Teraz Paryż limituje maksymalnie dopuszczaną szybkość samochodów do 30 km/h z dotychczasowych 50 km/h, więc w teorii szybsza okaże się miejska hulajnoga…

Ci, którzy dojeżdżają do Paryża autami, pocieszają się tylko, że władze tak szybko tych przepisów nie wyegzekwują. W stolicy jest bardzo niewiele fotoradarów stacjonarnych (pięć!). Daje to „krótki okres adaptacji”, co przyznaje David Belliard, zastępca mera Paryża, odpowiedzialny za transformację przestrzeni publicznej, mobilności i transportu.

REKLAMA

Podobne przepisy ograniczenia szybkości obowiązują już w około 200 francuskich miastach. Są to jednak pewne strefy. „Decyzja jest znacznie bardziej polityczna, niż ekologiczna” – tak wielu kierowców opiniuje opisuje działania podjęte przez zespół mera Anne Hidalgo. Korki i tak powodują, że średnia prędkość w Paryżu nie przekracza 15 km/h. Teraz korki się tylko zwiększą…

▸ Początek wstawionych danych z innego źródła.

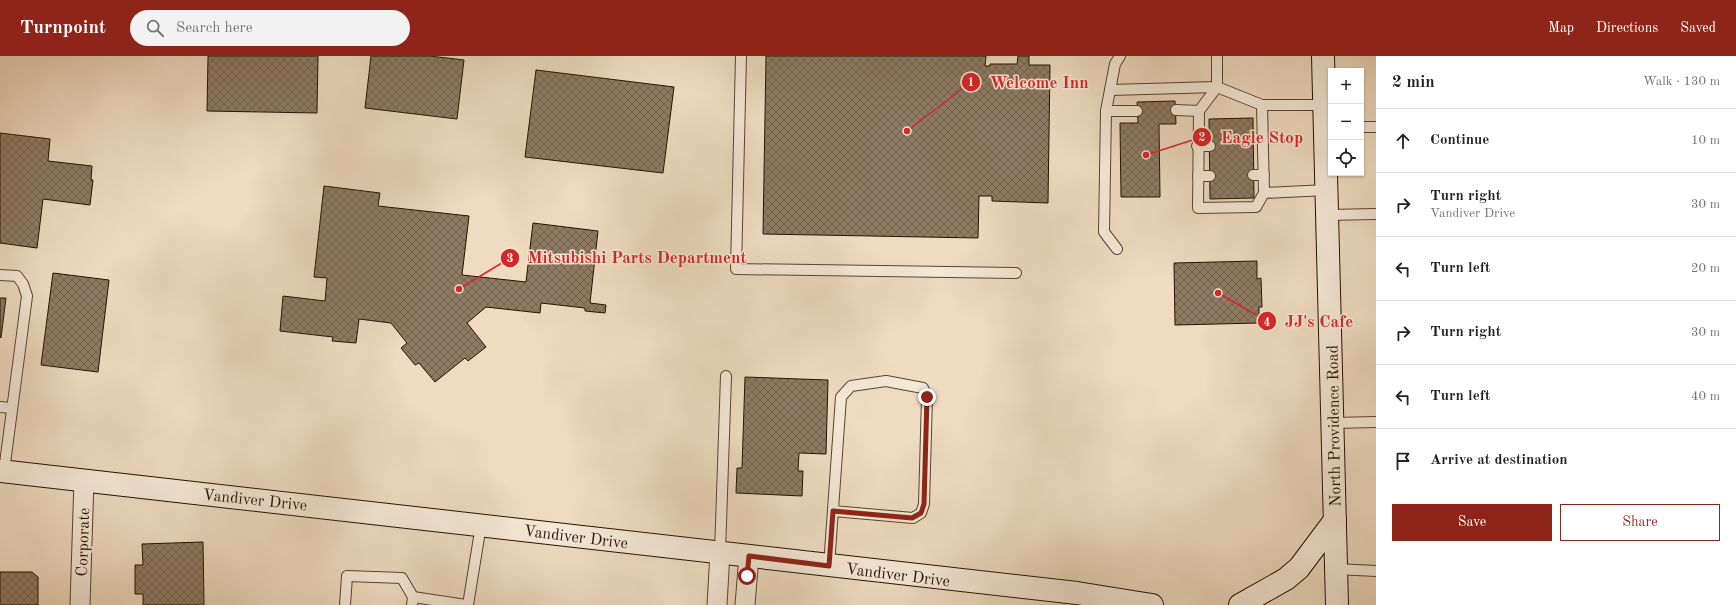 <!DOCTYPE html>
<meta charset="utf-8">
<style>
:root{--surface:#fff;--page:#f2f2f2;--text:#222;--muted:#767676;--line:#e0e0e0;--accent:#8f2418}
body{margin:0;font-family:"Old Standard TT",serif;background:var(--page);color:var(--text)}
.controls{position:absolute;right:12px;top:12px;display:grid;overflow:hidden;border-radius:0px;box-shadow:0 1px 3px #0004}
.controls button{width:36px;height:36px;display:grid;place-items:center;padding:0;border:0;border-bottom:1px solid var(--line);background:var(--surface);color:var(--text);font:20px sans-serif}
.stop{position:absolute;width:12px;height:12px;margin:-9px;border:3px solid #8f2418;border-radius:50%;background:#fff}
.stop.end{background:#8f2418;border-color:#fff;box-shadow:0 1px 4px #0008}
.list{margin:0;padding:0;list-style:none}
h2{display:flex;justify-content:space-between;align-items:center;height:52px;margin:0;padding:0 16px;font-size:17px}
h2 small{font-size:13px;font-weight:400;color:var(--muted)}
.list li{display:grid;grid-template-columns:26px 1fr auto;gap:12px;align-items:center;box-sizing:border-box;height:64px;padding:0 16px;border-top:1px solid var(--line)}
.list b{display:block;font-size:15px;white-space:nowrap}
.list p{margin:0;font-size:13px;white-space:nowrap;color:var(--muted)}
.list em{font-size:13px;font-style:normal;color:var(--muted)}
.actions{display:flex;gap:8px;padding:12px 16px}
.actions a{flex:1;padding:9px 0;border:1px solid var(--accent);border-radius:0px;text-align:center;font-size:14px;color:var(--accent)}
.actions .main{background:var(--accent);color:#fff}
.icon{flex:none;width:22px;height:22px;fill:none;stroke:currentColor;stroke-width:2;stroke-linecap:round;stroke-linejoin:round}
.map{position:relative;flex:none;width:1376px;height:549px;overflow:hidden}
header{display:flex;align-items:center;gap:24px;box-sizing:border-box;height:56px;padding:0 20px;background:var(--accent);color:#fff}
header strong{font-size:19px}
nav{display:flex;gap:22px;margin-inline-start:auto;font-size:14px}
.search{width:280px;height:36px;background:var(--page);display:flex;align-items:center;gap:10px;box-sizing:border-box;padding:0 14px;border-radius:22px;color:var(--muted);font-size:15px}
main{display:flex}
aside{flex:1;background:var(--surface)}
.map>svg:first-child{display:block}
.building{fill:url(#building-cross-hatch);stroke:#251200}
.lines{fill:none;stroke-linecap:round;stroke-linejoin:round}
.service-casing{stroke:#574430;stroke-width:12}
.minor-casing{stroke:#574430;stroke-width:21}
.secondary-casing{stroke:#251200;stroke-width:24}
.service{stroke:#f4e8d6;stroke-width:10}
.minor{stroke:#f4e8d6;stroke-width:19}
.secondary{stroke:#f4e8d6;stroke-width:22}
.route{stroke:#8f2418;stroke-width:5}
.labels{text-anchor:middle;stroke-width:3;stroke-linejoin:round;paint-order:stroke}
.street-label{font-size:16px;fill:#251200;stroke:#f4e8d6}
.leader{fill:none;stroke:#d62828;stroke-width:1.5}
.callout-dot{fill:#d62828;stroke:#f4e8d6;stroke-width:1.5}
.mark-label{font-size:12px;text-anchor:middle;font-weight:bold;fill:#fff}
.callout-label{font-size:17px;text-anchor:middle;font-weight:bold;fill:#d62828;stroke:#f4e8d6;stroke-width:3;stroke-linejoin:round;paint-order:stroke}
</style>
<header>
<strong>Turnpoint</strong>
<div class="search"><svg class="icon" aria-label="search" viewBox="0 0 24 24"><circle cx="10" cy="10" r="6"/><path d="M15 15l6 6"/></svg>Search here</div>
<nav><a>Map</a><a>Directions</a><a>Saved</a></nav>
</header>
<main>
<div class="map">
<svg width="1376" height="549" viewBox="0 0 1376 549">
<defs>
<pattern id="building-cross-hatch" width="8" height="8" patternUnits="userSpaceOnUse"><rect width="8" height="8" fill="#8e7b64"/><path d="M0 0l8 8M0 8l8-8" fill="none" stroke="#746350"/></pattern>
</defs>
<rect width="100%" height="100%" fill="#eedbc0"/>
<filter id="stains"><feTurbulence type="fractalNoise" baseFrequency=".005" numOctaves="4"/><feColorMatrix values="0 0 0 0 .2 0 0 0 0 .09 0 0 0 0 .02 0 0 0 .5 -.17"/></filter>
<radialGradient id="worn" r=".72"><stop offset=".6" stop-color="#630" stop-opacity="0"/><stop offset="1" stop-color="#630" stop-opacity=".3"/></radialGradient>
<g class="building">
<polygon points="208,0 318,0 317,57 207,55"/>
<polygon points="371,0 430,0 464,4 457,63 365,52"/>
<polygon points="766,0 986,0 985,10 990,10 990,8 1017,8 1018,0 1029,0 1029,9 1050,9 1048,147 992,145 992,140 979,140 978,182 763,178"/>
<polygon points="536,14 674,31 663,117 525,101"/>
<polygon points="1175,45 1176,68 1159,68 1160,141 1121,141 1120,67 1138,67 1137,46"/>
<polygon points="1253,62 1254,142 1210,143 1209,63"/>
<polygon points="0,77 50,83 48,105 92,110 91,124 93,124 90,149 43,143 37,192 0,187"/>
<polygon points="324,130 380,137 378,150 469,160 462,219 526,226 533,167 598,175 590,247 606,249 605,257 585,255 585,252 541,247 540,257 486,251 467,267 486,291 468,305 465,302 435,326 419,307 415,309 401,292 407,287 391,267 359,263 356,287 332,285 333,281 280,275 283,240 325,245 327,222 314,221"/>
<polygon points="1257,205 1257,223 1261,222 1262,251 1259,251 1259,267 1175,269 1174,207"/>
<polygon points="53,217 109,224 98,316 41,309"/>
<polygon points="0,242 6,242 1,282 0,281"/>
<polygon points="745,321 828,324 826,398 799,397 798,415 803,415 802,440 736,437 737,412 742,412"/>
<polygon points="203,486 204,549 143,549 143,538 135,538 135,509 143,509 142,488"/>
<polygon points="0,516 32,516 38,521 38,549 0,549"/>
</g>
<g class="lines">
<g class="service-casing">
<g id="service">
<polyline points="741,0 736,213 1016,217"/>
<polyline points="1217,0 1217,31 1199,55 1198,152 1256,151 1264,137 1327,134"/>
<polyline points="1110,34 1217,31 1262,49 1325,49"/>
<polyline points="1262,49 1264,137"/>
<polyline points="1176,54 1199,55"/>
<polyline points="1106,55 1137,55"/>
<polyline points="1361,71 1376,71"/>
<polyline points="1197,90 1210,90"/>
<polyline points="1253,119 1264,119"/>
<polyline points="1198,120 1210,120"/>
<polyline points="1327,159 1376,158"/>
<polyline points="1117,193 1104,176 1106,55 1115,8 1120,0"/>
<polyline points="0,219 17,220 23,228 27,240 4,415"/>
<polyline points="0,351 12,352"/>
<polyline points="1333,367 1376,366"/>
<polyline points="720,497 726,320"/>
<polyline points="829,510 841,341 851,330 886,325 923,332 927,341 924,448 921,457 913,462 833,455"/>
<polyline points="1336,513 1376,515"/>
<polyline points="345,549 347,520 402,522 413,541"/>
<polyline points="412,549 413,541 466,549"/>
<polyline points="468,549 481,469"/>
</g>
</g>
<g class="minor-casing">
<g id="minor">
<polyline points="80,549 84,424"/>
<polyline points="717,549 720,497"/>
<polyline points="745,549 749,500"/>
</g>
</g>
<g class="secondary-casing">
<g id="secondary">
<polyline points="1323,0 1337,549"/>
<polyline points="0,415 1077,537 1152,549"/>
<polyline points="1240,549 1286,523 1299,512 1335,464"/>
</g>
</g>
<use href="#service" class="service"/>
<use href="#minor" class="minor"/>
<use href="#secondary" class="secondary"/>
</g>
<g class="lines">
<polyline class="route" points="747,520 749,500 829,510 833,455 912,462 921,457 924,448 927,341"/>
</g>
<g class="labels">
<g class="street-label">
<text transform="translate(1333 370) rotate(-91)" y="6">North Providence Road</text>
<text transform="translate(255 443) rotate(6)" y="6">Vandiver Drive</text>
<text transform="translate(576 480) rotate(7)" y="6">Vandiver Drive</text>
<text transform="translate(82 486) rotate(-88)" y="6">Corporate</text>
<text transform="translate(898 518) rotate(7)" y="6">Vandiver Drive</text>
</g>
</g>
<path class="leader" d="M907 75L971 26M1146 99L1202 81M459 233L510 202M1218 237L1267 265"/>
<g class="callout-dot">
<circle cx="907" cy="75" r="4"/>
<circle cx="1146" cy="99" r="4"/>
<circle cx="459" cy="233" r="4"/>
<circle cx="1218" cy="237" r="4"/>
<circle cx="971" cy="26" r="10"/>
<circle cx="1202" cy="81" r="10"/>
<circle cx="510" cy="202" r="10"/>
<circle cx="1267" cy="265" r="10"/>
</g>
<g class="mark-label">
<text x="971" y="30">1</text>
<text x="1202" y="85">2</text>
<text x="510" y="206">3</text>
<text x="1267" y="270">4</text>
</g>
<g class="callout-label">
<text x="1039" y="32">Welcome Inn</text>
<text x="1262" y="87">Eagle Stop</text>
<text x="637" y="207">Mitsubishi Parts Department</text>
<text x="1319" y="271">JJ's Cafe</text>
</g>
<rect width="100%" height="100%" filter="url(#stains)"/>
<rect width="100%" height="100%" fill="url(#worn)"/>
</svg>
<div class="controls">
<button>+</button>
<button>−</button>
<button><svg class="icon" aria-label="locate" viewBox="0 0 24 24"><circle cx="12" cy="12" r="6"/><path d="M12 2v4M12 18v4M2 12h4M18 12h4"/></svg></button>
</div>
<div class="stop" style="left:747px;top:520px"></div>
<div class="stop end" style="left:927px;top:341px"></div>
</div>
<aside>
<h2>2 min<small>Walk · 130 m</small></h2>
<ul class="list">
<li><svg class="icon" aria-label="ahead" viewBox="0 0 24 24"><path d="M12 20V5M6 11l6-6 6 6"/></svg><div><b>Continue</b></div><em>10 m</em></li>
<li><svg class="icon" aria-label="right" viewBox="0 0 24 24"><path d="M7 20v-9h11M14 6l5 5-5 5"/></svg><div><b>Turn right</b><p>Vandiver Drive</p></div><em>30 m</em></li>
<li><svg class="icon" aria-label="left" viewBox="0 0 24 24"><path d="M17 20v-9H6M10 6l-5 5 5 5"/></svg><div><b>Turn left</b></div><em>20 m</em></li>
<li><svg class="icon" aria-label="right" viewBox="0 0 24 24"><path d="M7 20v-9h11M14 6l5 5-5 5"/></svg><div><b>Turn right</b></div><em>30 m</em></li>
<li><svg class="icon" aria-label="left" viewBox="0 0 24 24"><path d="M17 20v-9H6M10 6l-5 5 5 5"/></svg><div><b>Turn left</b></div><em>40 m</em></li>
<li><svg class="icon" aria-label="arrive" viewBox="0 0 24 24"><path d="M6 21V4h12l-3 4 3 4H6"/></svg><div><b>Arrive at destination</b></div></li>
</ul>
<div class="actions"><a class="main">Save</a><a>Share</a></div>
</aside>
</main>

Tylko „bulwary marszałków”, część nabrzeży Sekwany, aleje Bois de Boulogne i Vincennes oraz cztery główne osie Paryża, takie jak Pola Elizejskie, pozostaną przy 50 km/h. Za limitami ma być 59% paryżan, ale taki sondaż podaje strona internetowa miasta. Poza tym to akurat nie paryżanie jeżdżą po mieście autami, ale pracujący tu liczni mieszkańcy przedmieść. „Dla klasy średniej, która nie mieszka w centrum miasta, samochód jest narzędziem pracy, a nie przyjemności” – krytykuje decyzja miejska opozycja.